И дальше сильный центр железной рукой прошелся по регионам. После новгородского разгрома они и пикнуть не смели, сразу валились в ноги. В 1472 году присоединяют Пермь. В 1485 году в Твери появится князь Михаил, весь в своего великого предка, св. Михаила. Он заключит союз с Литвой, но сопротивляться уже не сможет. Скандинавская традиция никогда больше не выстоит в открытом поле. Тверь разгромят еще раз. И присоединят. В 1510 году без боя падет Псков. В 1517 году к Москве отойдет Рязань, и, наконец, завершит это триумфальное шествие автократии Чернигов – в 1523 году. Свобода утратит опору на регионы, будет завязано в узел все. И тогда прозвучит последний довод народов. Последний довод королей – война. Последний довод народов – самопожертвование и диссидентство. Когда между деспотизмом и свободой не остается ни лесов, ни полей, ни крепостных стен, ни ратников, между ними протискивается своим хрупким телом человек, пытаясь закрыть тоталитарную амбразуру. И с ним нельзя ничего сделать. Его нельзя взять штурмом, завоевать, присоединить. Здесь не помогут пушки и армии. Его можно только убить. Замучить. Казнить. Но если он умрет несломленным, тогда победы не будет.
При Иоанне III государство, казалось бы, одержало победу и всех сумело «собрать, воедино связать и единою черною волей сковать в Мордоре, где вечная тьма». Но именно с этого царствования начинается цепь поражений государства. Легко колоть молекулы, можно разорвать атом, но кварки не делятся. Личность – это кварк. В 1523 году замкнулось на Руси Кольцо Всевластия. И ровно через 2 года начались рейды «полиции мысли». Гонения за «мыслепреступления» на вполне мирных людей, которые согрешили Словом, а не Делом. Может быть, Василий III, сын Иоанна III от Софии Палеолог, был согласен с Герценом? «Где не погибло Слово, там Дело еще не погибло».

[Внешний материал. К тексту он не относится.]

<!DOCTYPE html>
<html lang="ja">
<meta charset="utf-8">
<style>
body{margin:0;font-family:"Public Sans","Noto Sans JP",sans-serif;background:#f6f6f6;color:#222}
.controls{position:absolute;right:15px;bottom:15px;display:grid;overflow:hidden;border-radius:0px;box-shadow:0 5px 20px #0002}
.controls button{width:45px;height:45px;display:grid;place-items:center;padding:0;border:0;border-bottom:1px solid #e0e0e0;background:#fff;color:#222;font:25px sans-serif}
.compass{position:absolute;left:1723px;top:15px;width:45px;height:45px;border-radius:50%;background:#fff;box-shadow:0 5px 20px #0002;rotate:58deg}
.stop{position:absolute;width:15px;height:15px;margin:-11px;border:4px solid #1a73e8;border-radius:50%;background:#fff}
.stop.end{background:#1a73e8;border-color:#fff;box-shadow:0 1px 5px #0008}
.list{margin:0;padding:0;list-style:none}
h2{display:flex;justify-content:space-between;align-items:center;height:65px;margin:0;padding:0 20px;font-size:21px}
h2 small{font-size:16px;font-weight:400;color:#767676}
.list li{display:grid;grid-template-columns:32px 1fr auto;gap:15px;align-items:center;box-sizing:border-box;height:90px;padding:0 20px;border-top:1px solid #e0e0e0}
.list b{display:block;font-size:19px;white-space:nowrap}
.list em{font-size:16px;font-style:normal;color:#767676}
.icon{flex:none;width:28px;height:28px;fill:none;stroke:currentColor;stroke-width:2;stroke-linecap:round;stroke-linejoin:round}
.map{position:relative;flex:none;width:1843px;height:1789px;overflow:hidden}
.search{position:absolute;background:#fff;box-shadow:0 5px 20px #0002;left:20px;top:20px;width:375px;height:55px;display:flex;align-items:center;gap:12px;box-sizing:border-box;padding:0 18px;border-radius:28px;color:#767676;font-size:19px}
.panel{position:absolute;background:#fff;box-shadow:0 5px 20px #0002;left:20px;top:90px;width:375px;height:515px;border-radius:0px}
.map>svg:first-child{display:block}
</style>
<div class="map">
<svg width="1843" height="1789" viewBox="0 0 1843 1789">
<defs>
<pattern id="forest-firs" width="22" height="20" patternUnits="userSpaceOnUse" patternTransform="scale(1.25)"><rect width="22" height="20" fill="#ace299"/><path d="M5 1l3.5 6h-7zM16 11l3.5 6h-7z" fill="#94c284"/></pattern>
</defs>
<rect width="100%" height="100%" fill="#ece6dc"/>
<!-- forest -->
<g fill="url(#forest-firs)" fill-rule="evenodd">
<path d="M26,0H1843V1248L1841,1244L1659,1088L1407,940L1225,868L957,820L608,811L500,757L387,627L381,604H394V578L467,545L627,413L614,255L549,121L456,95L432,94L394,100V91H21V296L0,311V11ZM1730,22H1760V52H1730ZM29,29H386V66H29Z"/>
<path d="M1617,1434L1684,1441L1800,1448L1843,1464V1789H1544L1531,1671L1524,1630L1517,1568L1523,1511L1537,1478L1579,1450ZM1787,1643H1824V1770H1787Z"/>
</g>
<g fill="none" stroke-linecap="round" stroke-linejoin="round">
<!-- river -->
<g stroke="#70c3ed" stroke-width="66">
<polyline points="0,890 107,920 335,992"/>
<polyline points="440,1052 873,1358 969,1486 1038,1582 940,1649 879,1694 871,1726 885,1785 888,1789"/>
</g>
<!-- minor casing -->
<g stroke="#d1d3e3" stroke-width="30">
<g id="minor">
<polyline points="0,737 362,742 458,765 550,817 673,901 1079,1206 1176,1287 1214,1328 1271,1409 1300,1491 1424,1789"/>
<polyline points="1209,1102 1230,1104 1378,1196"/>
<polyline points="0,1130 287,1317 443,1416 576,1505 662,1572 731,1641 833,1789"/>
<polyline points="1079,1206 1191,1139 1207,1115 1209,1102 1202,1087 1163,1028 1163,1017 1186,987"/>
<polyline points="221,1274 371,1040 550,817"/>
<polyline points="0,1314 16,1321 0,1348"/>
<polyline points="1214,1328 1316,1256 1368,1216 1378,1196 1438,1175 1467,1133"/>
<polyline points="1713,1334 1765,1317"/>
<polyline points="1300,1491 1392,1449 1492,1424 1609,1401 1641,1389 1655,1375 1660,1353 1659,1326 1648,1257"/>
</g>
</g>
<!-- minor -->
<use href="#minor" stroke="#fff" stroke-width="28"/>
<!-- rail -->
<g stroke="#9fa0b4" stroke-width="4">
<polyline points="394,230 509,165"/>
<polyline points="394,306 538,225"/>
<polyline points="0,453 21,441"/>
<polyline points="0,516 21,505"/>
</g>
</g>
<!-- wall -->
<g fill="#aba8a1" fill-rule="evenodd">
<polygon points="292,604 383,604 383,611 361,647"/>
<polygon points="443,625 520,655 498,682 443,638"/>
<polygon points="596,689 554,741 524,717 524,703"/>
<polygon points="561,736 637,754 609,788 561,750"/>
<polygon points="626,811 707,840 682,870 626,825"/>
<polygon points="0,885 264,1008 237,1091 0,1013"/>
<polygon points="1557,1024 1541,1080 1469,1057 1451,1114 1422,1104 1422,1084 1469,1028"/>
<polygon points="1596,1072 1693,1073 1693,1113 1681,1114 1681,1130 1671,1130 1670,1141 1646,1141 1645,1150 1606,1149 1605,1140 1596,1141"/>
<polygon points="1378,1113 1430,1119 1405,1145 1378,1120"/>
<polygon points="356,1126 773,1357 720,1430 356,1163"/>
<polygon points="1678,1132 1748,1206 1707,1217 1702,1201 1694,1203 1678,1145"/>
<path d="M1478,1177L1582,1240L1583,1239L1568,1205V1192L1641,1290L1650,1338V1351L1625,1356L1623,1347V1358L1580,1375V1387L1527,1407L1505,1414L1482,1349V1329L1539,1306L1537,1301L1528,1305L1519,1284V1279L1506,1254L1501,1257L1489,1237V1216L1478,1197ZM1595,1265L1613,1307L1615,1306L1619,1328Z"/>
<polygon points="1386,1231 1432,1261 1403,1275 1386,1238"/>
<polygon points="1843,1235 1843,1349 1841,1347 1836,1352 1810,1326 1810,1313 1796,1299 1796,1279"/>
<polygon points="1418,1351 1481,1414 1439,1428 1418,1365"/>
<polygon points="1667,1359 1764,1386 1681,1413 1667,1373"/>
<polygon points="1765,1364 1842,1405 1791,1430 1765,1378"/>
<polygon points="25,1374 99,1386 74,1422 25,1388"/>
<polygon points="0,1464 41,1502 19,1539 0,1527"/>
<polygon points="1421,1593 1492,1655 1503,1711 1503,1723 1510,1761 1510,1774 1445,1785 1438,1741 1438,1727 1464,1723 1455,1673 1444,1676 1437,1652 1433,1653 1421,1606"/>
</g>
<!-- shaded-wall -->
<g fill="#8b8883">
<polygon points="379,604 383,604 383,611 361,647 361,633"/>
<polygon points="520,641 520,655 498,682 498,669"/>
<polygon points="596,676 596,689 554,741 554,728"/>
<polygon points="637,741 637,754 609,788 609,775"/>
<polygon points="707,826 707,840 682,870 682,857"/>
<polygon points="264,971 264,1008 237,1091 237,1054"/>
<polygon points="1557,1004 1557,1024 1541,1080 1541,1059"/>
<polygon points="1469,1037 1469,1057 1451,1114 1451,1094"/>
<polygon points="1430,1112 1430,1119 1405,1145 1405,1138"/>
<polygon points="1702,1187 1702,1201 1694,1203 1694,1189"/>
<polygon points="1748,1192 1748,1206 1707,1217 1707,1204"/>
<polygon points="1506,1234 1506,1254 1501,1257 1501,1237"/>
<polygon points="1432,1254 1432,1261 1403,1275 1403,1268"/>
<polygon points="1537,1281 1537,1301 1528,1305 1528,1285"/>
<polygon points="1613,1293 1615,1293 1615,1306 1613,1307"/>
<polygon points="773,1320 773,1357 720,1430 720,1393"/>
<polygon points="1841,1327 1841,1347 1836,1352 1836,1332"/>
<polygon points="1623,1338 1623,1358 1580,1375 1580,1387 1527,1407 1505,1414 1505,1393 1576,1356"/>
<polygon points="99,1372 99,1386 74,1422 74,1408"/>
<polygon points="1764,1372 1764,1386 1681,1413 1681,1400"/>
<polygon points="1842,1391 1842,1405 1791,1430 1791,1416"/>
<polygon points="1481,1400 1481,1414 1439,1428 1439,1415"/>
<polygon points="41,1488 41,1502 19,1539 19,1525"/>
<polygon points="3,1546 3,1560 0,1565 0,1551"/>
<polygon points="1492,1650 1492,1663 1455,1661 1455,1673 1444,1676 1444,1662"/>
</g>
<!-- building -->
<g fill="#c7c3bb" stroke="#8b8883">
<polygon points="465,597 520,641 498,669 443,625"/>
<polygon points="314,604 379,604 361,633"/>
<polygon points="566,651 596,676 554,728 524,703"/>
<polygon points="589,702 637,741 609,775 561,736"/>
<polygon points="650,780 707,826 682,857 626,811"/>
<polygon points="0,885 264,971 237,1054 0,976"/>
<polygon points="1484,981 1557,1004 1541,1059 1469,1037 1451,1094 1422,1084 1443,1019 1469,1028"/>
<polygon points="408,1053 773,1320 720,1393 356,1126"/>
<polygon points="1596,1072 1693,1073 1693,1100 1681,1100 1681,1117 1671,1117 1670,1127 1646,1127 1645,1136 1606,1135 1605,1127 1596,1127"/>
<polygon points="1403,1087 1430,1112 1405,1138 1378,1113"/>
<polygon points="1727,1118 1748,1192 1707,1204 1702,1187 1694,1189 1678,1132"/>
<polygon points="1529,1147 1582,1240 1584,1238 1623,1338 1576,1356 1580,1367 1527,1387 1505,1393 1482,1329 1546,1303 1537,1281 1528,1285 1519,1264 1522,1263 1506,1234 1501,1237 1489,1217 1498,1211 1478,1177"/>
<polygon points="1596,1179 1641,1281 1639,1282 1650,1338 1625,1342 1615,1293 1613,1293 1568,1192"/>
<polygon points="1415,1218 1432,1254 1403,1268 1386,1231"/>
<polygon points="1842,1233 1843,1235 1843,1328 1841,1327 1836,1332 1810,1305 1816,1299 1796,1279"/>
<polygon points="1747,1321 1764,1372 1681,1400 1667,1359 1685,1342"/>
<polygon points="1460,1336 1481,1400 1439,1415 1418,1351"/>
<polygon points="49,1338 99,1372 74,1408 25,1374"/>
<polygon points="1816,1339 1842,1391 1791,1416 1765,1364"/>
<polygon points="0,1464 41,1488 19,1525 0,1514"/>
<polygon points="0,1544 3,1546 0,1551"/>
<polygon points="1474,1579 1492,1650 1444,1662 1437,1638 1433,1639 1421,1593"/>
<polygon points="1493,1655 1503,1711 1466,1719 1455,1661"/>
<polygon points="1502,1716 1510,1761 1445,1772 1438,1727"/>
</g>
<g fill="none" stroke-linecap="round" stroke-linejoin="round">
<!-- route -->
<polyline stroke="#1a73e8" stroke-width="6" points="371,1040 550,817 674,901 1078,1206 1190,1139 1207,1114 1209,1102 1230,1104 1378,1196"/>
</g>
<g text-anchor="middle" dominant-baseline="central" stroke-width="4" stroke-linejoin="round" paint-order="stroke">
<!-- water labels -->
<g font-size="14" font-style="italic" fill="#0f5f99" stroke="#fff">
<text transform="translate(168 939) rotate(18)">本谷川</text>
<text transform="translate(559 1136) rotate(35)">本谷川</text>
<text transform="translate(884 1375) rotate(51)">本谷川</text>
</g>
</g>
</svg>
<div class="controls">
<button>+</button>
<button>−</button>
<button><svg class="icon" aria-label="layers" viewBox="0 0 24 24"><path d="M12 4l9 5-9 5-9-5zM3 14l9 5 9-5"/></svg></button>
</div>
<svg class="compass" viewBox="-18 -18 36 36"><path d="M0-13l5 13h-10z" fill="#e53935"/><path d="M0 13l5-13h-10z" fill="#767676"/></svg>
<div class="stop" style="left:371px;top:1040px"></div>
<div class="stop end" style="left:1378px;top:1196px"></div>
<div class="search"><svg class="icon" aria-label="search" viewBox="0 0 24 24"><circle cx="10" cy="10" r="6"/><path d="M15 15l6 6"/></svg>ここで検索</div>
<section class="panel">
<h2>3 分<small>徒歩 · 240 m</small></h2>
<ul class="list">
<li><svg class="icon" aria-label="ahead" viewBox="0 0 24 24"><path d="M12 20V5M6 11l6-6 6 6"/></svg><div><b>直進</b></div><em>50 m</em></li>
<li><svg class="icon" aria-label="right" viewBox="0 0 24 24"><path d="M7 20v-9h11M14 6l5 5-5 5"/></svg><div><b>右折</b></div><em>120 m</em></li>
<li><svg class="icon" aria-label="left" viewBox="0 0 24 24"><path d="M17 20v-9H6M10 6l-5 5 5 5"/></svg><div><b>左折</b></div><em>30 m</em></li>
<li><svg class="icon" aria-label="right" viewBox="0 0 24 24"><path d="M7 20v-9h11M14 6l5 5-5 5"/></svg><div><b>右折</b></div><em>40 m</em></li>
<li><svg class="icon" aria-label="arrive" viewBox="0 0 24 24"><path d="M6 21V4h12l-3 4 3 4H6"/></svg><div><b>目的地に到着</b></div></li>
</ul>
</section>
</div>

И на плаху в 1525 году пошел Иван Никитович Беклемишев, или Берсень (кликуха такая: «репейник»). Он жаловался на жизнь сначала у великого князя на заседаниях кабинета (был он небогатым дворянином, но дьяком, то есть первым интеллигентом на Руси; дьяки служили референтами, без них никакие дела не вершились). Ему не нравилось засилье греков из Византии и отсутствие свободной дискуссии, то есть «встречи» между советниками и великим князем. Он еще помнил Киевскую Русь и ее вольные нравы. Это был голос славянской традиции, ее партия в хоре, ее ария. Василий прогнал этого диссидента, и он пошел «на кухню» к Максиму Греку, инспецу и переводчику. Составился кружок: дел не планировали, но косточки Василию перемывали. Кружок разогнали; Максима заточили в провинциальный монастырь. Берсень пошел на плаху, но не раскаялся. И это было точкой отсчета. Отныне государство будет просить любви (согласно византийской традиции). Домогаться будут этого чувства и мытьем, и катаньем, и таской, и лаской. Будут предлагать пряник и показывать кнут. Ордынская и византийская традиции в четыре руки станут выжимать из подданных любовь к Большому Брату. Полюбят многие: станут ползать на коленях, заглядывать в глаза, душиться на похоронах, лепить статуи, ставить мавзолеи. Но славянская и скандинавская традиции все время, пусть раз в 50 лет, станут порождать тех, кто скажет «нет» и не полюбит, и не даст поцелуя без любви. Государство не будет знать счастья и покоя. И будет вечно искать «внутреннего врага». И так будет всегда.